_What you will do:_
Among the lines of the records, find all that carry the word "Jalan" and copy them.

_Stored data:_
______________________________
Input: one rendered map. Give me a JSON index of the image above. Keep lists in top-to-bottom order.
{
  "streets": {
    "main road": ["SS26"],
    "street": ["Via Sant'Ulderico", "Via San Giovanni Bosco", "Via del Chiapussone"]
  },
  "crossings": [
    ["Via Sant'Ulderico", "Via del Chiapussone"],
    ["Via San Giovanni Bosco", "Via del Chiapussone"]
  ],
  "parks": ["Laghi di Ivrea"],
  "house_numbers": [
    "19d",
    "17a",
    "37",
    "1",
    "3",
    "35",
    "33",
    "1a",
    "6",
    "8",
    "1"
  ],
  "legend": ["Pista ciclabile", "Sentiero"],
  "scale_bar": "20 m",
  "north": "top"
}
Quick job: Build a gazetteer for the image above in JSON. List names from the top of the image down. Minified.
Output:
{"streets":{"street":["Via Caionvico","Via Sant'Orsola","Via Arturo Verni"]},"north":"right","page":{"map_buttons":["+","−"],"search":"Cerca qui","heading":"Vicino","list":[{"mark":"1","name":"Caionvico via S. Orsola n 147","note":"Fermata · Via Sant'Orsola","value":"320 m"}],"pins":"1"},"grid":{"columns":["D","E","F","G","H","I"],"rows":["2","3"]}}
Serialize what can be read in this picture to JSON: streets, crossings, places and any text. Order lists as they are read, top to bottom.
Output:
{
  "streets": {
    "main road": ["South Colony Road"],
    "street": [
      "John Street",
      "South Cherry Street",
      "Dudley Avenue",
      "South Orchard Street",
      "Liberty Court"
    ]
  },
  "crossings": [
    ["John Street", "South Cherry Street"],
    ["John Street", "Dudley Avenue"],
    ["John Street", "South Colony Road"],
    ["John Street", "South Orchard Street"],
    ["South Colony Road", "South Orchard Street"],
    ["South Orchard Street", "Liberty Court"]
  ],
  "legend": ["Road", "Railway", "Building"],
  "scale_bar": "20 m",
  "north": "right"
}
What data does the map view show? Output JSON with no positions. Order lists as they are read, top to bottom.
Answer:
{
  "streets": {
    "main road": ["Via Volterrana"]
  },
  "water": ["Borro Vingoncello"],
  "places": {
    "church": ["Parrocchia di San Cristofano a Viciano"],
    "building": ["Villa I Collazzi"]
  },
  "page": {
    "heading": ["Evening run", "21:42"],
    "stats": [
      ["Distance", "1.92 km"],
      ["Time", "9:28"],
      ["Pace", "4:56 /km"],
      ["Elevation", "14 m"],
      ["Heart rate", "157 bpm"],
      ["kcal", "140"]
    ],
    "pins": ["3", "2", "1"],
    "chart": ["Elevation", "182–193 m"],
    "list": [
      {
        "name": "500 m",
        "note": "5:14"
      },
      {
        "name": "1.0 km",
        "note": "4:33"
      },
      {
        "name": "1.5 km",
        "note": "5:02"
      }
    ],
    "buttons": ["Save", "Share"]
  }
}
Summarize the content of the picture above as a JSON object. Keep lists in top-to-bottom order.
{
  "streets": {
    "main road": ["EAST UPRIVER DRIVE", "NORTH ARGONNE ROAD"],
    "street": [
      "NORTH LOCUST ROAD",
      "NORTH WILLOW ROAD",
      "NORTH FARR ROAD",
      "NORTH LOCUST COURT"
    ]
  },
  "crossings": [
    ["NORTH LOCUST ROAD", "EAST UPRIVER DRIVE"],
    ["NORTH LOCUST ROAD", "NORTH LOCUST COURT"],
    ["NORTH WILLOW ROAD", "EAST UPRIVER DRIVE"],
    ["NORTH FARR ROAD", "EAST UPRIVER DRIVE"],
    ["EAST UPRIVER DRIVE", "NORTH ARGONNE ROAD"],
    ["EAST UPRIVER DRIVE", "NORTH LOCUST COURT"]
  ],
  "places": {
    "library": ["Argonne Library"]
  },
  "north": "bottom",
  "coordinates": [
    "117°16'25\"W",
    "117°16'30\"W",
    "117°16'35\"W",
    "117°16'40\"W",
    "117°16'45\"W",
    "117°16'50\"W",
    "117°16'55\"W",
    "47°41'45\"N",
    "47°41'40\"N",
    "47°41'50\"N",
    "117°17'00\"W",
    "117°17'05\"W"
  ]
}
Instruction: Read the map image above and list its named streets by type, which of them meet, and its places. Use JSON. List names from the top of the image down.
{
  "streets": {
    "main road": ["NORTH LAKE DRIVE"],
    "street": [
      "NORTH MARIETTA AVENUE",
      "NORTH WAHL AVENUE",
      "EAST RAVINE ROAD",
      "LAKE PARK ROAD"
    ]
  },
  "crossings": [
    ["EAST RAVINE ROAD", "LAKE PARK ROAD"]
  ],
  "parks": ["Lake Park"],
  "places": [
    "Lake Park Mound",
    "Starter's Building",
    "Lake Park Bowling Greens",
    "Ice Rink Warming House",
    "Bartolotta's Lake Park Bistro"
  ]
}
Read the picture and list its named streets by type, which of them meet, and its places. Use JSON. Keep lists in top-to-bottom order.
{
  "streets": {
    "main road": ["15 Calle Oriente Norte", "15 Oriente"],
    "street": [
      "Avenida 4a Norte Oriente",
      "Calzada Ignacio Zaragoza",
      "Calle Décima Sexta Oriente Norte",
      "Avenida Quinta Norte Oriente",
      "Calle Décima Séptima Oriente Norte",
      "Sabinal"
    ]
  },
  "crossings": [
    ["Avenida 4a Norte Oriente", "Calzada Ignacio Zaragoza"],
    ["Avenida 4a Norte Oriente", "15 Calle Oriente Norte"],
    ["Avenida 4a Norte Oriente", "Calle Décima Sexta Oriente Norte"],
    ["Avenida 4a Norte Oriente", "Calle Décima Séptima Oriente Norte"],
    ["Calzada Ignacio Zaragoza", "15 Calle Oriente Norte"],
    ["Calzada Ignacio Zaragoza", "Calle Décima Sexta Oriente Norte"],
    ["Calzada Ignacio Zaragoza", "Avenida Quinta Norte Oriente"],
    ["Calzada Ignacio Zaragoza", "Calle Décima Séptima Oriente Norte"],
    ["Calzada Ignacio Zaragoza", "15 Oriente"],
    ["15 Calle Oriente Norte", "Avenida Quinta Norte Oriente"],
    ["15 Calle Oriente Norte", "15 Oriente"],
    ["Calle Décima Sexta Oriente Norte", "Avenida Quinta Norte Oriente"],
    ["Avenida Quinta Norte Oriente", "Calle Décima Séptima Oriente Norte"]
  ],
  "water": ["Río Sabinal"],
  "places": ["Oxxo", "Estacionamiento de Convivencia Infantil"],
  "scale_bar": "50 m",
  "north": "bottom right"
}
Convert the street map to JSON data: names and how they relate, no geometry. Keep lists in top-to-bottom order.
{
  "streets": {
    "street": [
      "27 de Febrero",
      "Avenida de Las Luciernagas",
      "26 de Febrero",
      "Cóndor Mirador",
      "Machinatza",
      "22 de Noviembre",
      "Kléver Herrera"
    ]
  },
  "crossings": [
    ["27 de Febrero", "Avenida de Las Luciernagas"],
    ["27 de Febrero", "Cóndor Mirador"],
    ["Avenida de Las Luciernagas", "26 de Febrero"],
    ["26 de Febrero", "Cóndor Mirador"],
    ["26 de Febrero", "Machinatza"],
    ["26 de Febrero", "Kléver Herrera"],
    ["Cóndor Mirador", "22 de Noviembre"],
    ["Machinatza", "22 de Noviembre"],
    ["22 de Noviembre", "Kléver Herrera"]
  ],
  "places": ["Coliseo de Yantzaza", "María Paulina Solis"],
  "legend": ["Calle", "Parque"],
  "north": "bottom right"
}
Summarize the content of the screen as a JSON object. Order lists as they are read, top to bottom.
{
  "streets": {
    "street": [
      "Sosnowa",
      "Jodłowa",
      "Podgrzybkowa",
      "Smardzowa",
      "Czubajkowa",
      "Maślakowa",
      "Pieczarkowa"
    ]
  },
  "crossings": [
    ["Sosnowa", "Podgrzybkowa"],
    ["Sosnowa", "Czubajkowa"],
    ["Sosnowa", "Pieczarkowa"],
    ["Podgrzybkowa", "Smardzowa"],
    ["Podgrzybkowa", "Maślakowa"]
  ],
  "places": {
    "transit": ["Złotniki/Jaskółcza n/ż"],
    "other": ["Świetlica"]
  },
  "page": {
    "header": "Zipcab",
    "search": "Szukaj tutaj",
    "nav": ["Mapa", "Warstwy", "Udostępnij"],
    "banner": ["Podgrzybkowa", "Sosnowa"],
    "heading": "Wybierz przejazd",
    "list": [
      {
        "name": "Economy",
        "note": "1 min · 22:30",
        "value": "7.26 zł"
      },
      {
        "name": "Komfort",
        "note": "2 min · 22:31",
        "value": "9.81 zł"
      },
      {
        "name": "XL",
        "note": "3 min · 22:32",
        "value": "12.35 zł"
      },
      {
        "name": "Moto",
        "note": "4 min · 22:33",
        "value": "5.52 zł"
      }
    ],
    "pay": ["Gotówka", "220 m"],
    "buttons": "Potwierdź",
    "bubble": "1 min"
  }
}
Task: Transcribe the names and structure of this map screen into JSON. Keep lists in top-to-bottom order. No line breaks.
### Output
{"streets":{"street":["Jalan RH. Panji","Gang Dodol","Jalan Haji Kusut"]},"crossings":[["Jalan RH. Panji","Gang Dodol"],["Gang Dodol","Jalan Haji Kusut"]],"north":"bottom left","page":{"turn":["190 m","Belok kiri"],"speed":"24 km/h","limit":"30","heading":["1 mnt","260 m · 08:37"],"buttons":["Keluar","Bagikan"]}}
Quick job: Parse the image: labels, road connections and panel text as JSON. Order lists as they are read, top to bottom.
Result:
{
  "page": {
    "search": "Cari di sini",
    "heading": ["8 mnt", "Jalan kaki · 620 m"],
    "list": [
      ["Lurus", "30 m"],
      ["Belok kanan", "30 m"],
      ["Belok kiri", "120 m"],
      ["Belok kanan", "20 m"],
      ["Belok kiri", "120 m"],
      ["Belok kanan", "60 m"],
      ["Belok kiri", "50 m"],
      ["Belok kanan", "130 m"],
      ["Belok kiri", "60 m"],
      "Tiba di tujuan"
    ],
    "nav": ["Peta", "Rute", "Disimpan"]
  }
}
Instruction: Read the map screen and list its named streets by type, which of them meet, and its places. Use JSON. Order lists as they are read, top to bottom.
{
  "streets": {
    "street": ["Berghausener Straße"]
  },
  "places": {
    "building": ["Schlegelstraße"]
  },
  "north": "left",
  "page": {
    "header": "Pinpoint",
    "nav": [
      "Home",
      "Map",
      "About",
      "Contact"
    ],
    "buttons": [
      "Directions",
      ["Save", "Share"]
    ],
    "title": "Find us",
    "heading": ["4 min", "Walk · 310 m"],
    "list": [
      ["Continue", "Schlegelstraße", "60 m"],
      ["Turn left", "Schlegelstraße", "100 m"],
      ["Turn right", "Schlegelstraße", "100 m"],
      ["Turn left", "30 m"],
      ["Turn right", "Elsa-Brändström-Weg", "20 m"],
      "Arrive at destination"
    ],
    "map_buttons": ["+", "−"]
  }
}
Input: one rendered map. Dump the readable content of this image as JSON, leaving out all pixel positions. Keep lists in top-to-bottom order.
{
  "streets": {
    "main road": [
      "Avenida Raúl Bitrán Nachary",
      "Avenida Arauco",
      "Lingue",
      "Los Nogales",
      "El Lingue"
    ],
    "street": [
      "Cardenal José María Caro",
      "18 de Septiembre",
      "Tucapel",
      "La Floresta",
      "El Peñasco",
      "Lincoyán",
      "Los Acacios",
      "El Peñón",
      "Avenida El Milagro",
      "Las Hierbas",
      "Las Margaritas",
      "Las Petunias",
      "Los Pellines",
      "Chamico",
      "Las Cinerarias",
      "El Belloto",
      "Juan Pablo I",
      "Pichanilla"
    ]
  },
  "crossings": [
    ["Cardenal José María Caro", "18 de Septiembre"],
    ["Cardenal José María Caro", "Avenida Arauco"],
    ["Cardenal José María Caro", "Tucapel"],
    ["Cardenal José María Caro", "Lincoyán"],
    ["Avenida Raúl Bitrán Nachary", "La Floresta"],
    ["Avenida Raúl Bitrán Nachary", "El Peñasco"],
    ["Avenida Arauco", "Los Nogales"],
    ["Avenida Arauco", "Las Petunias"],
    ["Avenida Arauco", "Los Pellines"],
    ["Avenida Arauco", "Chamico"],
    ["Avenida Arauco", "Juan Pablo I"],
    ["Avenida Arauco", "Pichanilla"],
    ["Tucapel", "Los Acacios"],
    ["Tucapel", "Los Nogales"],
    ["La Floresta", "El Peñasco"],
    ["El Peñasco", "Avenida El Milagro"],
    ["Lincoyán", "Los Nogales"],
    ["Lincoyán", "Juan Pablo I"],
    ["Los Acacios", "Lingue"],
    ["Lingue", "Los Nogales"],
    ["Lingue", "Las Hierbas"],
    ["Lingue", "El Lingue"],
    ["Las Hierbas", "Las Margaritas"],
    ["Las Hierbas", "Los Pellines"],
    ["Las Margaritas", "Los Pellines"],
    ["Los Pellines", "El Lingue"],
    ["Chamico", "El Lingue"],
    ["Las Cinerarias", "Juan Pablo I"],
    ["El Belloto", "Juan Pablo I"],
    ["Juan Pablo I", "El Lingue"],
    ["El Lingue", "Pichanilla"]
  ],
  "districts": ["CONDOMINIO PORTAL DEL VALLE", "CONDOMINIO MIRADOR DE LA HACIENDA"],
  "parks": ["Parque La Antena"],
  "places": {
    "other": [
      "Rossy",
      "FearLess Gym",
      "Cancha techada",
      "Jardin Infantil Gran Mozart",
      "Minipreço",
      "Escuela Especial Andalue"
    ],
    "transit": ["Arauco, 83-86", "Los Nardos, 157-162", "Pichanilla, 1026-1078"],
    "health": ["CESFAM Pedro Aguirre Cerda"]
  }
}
______________________________
_Answer:_
{"streets":{"street":["Jalan RH. Panji","Gang Dodol","Jalan Haji Kusut"]},"crossings":[["Jalan RH. Panji","Gang Dodol"],["Gang Dodol","Jalan Haji Kusut"]],"north":"bottom left","page":{"turn":["190 m","Belok kiri"],"speed":"24 km/h","limit":"30","heading":["1 mnt","260 m · 08:37"],"buttons":["Keluar","Bagikan"]}}
    "heading": ["8 mnt", "Jalan kaki · 620 m"],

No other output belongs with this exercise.